18 Replies to “Migration”

  1. Alaska is a spectacular place to be. Amazing images as usual. Migrating is a fundamental way of living in order to survive. You describe it so well, and I cannot but envy you your chances to see, hear and live all this. The incredible bird opera.

    1. Thank you, Ann-Christine. The spring bird migration in Cordova is one of Nature’s great spectacles. I feel so fortunate to have witnessed it. Clouds of birds numbering in the thousands dancing and swirling all around me was one of the great spiritual highlights of my life.

  2. I had to laugh at your “adapt vs endure” analogy Dianne. And trust me, if Cordova is a “Bit off the beaten path” for you, it is SURELY off the beaten path for most everyone!! While Kiawah has nowhere near the number of migratory birds Alaska has, we have our own special breeds that do a stopover to rest and resuscitate. Most importantly, the Red Knots arrived here just this week. I’ve tried to get out to shoot them but so far no luck. Rest assured if I succeed you will see them on the blog. Apparently the flock this year is huge – perhaps due to pandemic? Anyway, thanks so much for this beautiful post and for sharing Alaska’s amazing birdlife.

    1. Thank you, Tina. I’ve done a few programs in both Denali and Wrangell St. Elias on how all living things have to endure adapt, or avoid to survive winter, including humans, and how we use many of the same strategies the wildlife uses to make it happen. When I read your last post I was reminded of the spectacular birdlife you have on the southeast coast. Some day one day I’d love to visit and immerse myself in that ecosystem.

    1. Thank you, Siobhan Yes, it certainly is a spruce grouse. They’re not the brightest birds in the Universe but they sure are pretty!
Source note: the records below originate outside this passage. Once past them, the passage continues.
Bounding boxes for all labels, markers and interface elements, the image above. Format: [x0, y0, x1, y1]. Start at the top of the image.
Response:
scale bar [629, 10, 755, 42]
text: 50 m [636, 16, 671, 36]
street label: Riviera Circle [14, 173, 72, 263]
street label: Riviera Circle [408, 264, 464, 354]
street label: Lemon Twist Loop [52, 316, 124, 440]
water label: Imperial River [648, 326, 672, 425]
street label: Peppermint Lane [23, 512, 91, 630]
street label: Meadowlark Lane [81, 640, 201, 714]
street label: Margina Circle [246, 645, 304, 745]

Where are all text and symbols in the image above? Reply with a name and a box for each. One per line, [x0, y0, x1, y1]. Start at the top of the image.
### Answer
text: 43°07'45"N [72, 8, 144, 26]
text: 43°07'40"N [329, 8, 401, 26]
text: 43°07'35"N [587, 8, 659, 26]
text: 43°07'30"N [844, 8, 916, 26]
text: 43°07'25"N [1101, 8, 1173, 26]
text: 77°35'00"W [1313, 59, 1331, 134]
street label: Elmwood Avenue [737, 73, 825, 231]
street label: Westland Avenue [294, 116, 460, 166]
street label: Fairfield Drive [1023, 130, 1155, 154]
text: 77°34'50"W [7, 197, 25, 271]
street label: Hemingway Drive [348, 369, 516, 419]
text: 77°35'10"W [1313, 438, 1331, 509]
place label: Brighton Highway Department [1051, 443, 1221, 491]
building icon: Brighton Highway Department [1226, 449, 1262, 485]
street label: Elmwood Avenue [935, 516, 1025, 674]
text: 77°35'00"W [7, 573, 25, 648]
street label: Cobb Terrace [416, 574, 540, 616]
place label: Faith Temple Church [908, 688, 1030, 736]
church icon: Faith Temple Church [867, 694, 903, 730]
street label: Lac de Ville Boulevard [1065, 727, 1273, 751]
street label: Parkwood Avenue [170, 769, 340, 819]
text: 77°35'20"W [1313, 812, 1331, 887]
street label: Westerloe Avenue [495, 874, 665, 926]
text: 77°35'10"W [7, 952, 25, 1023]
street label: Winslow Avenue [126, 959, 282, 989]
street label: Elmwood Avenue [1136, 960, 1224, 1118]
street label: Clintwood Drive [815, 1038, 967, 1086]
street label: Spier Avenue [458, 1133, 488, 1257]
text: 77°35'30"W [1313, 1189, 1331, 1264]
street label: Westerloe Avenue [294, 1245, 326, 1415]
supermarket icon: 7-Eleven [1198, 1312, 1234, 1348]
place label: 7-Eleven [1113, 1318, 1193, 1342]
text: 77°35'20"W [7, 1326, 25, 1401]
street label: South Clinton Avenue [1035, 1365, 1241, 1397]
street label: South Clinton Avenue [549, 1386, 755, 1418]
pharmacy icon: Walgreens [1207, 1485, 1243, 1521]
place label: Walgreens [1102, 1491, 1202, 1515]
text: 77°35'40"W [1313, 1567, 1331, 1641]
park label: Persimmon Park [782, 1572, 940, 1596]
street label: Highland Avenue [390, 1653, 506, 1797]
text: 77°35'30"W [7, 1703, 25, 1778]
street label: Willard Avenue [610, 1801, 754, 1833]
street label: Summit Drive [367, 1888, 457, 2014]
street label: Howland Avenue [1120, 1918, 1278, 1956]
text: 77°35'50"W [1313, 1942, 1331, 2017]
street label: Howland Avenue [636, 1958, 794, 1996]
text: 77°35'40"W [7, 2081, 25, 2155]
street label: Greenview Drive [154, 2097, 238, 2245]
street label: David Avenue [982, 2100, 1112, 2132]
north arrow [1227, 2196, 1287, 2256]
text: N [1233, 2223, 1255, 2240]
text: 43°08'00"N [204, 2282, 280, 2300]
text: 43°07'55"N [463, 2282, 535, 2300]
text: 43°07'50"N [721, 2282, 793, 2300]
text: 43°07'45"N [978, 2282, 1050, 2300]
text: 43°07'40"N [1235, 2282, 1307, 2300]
  3. I love bird migration time! Robins are everywhere, lots of swans overhead, and I keep hearing geese but not seeing them as they fly north. Feel free to stop in at 12 mile as you migrate east from Palmer (we are vaccinated!)
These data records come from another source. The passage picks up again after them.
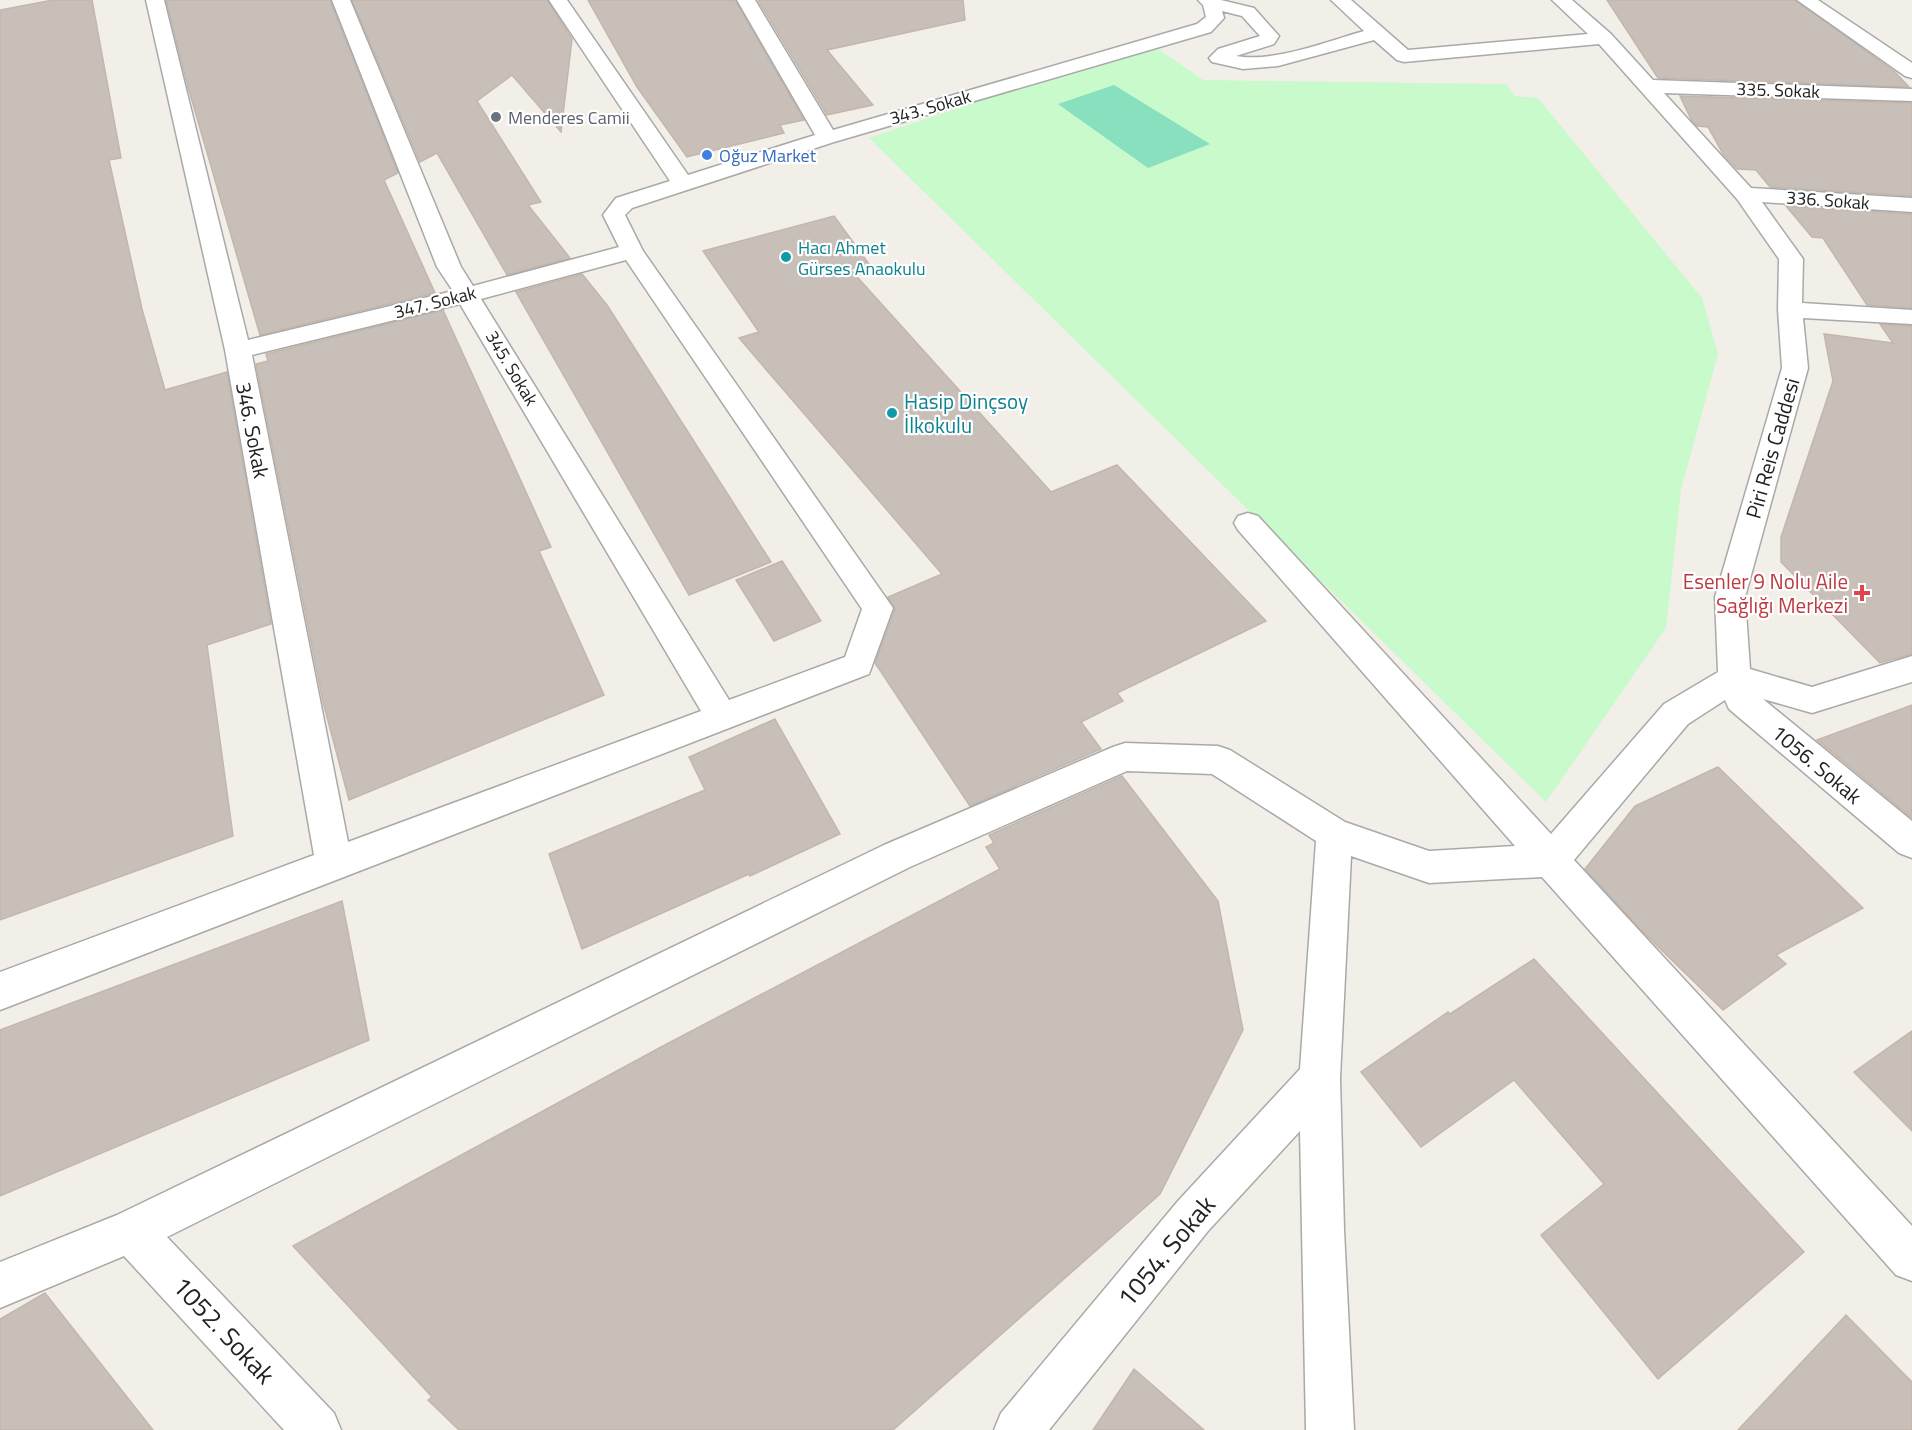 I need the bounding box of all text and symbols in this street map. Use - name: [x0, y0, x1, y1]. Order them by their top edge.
- street label: 335. Sokak: [1736, 75, 1821, 105]
- street label: 343. Sokak: [886, 82, 974, 131]
- place label: Menderes Camii: [508, 104, 630, 131]
- marker: Menderes Camii: [489, 110, 503, 124]
- place label: Oğuz Market: [719, 142, 817, 169]
- marker: Oğuz Market: [700, 148, 714, 162]
- street label: 336. Sokak: [1785, 184, 1871, 216]
- place label: Hacı Ahmet Gürses Anaokulu: [798, 234, 925, 282]
- marker: Hacı Ahmet Gürses Anaokulu: [779, 250, 793, 264]
- street label: 347. Sokak: [391, 279, 479, 325]
- street label: 345. Sokak: [479, 325, 545, 411]
- street label: Piri Reis Caddesi: [1737, 374, 1807, 522]
- street label: 346. Sokak: [228, 379, 278, 481]
- place label: Hasip Dinçsoy İlkokulu: [904, 385, 1028, 441]
- marker: Hasip Dinçsoy İlkokulu: [885, 406, 899, 420]
- place label: Esenler 9 Nolu Aile Sağlığı Merkezi: [1683, 565, 1848, 621]
- marker: Esenler 9 Nolu Aile Sağlığı Merkezi: [1853, 584, 1871, 602]
- street label: 1056. Sokak: [1765, 717, 1869, 811]
- street label: 1054. Sokak: [1108, 1187, 1224, 1315]
- street label: 1052. Sokak: [164, 1267, 284, 1393] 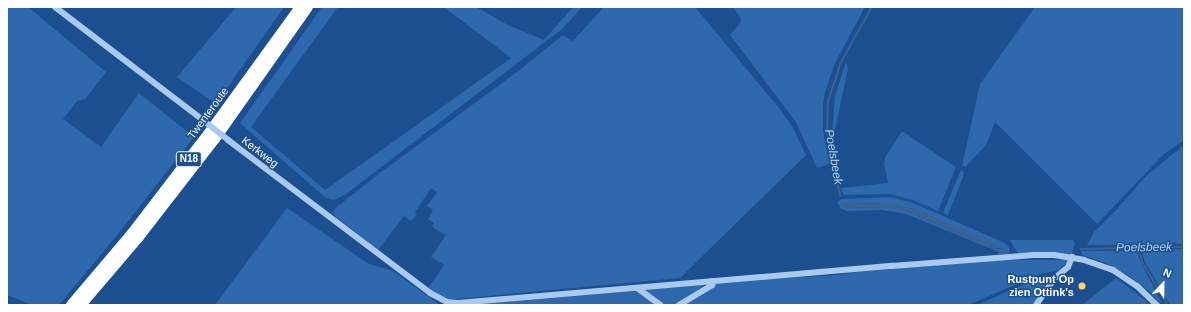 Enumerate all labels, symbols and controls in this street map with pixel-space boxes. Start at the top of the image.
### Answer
street label: Twenteroute [185,85,231,141]
water label: Poelsbeek [821,128,845,186]
street label: Kerkweg [239,134,281,170]
road number: N18 [175,151,203,167]
water label: Poelsbeek [1116,240,1172,256]
north arrow [1143,264,1183,304]
text: N [1162,266,1173,280]
place label: Rustpunt Op zien Ottink's [1007,273,1074,299]
marker: Rustpunt Op zien Ottink's [1077,281,1087,291]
    1. I’ll have to do that. It’s been way too long since I visited with you folks, although I send a mental howdy and a smile every time I drive by your T-n-T antler!

  4. We had whimbrels on the ice at Strelna Lake this week! I had been hoping to go to the shorebird festival this year too. It was pretty exciting to have some shorebirds come to us!

  5. Migration does make a lot of sense – those birds know what they are doing! I love your shot of the eagle 🙂

  6. Ptarmigan? Don’t they grow white feathers for winter? I may be confused.

    An Alaska winter is tough I imagine. Its the lack of sunshine that would do me in. Perhaps it would be easier for you if you had that weird heat exchange design some birds have in their feet to keep them from freezing.

    http://askanaturalist.com/why-don%E2%80%99t-ducks%E2%80%99-feet-freeze/

    And when I read things like that I realize Einstein was right. Things are a little too perfect in the Universe to totally not believe in the divine. Paraphrasing..mispelling too I think.

    1. Yes, ptarmigan do turn white in the winter! The bird in the photo is a spruce grouse. They don’t turn white. The dark really gets to me. SAD syndrome – depression, cravings for salty junk food.
      I agree – things fit together too perfectly for there not to be something bigger than all of us that we don’t understand – whether you call it God, the Divine, the Great All…. The Universe is an intelligence that we all are part of. Unexplainable.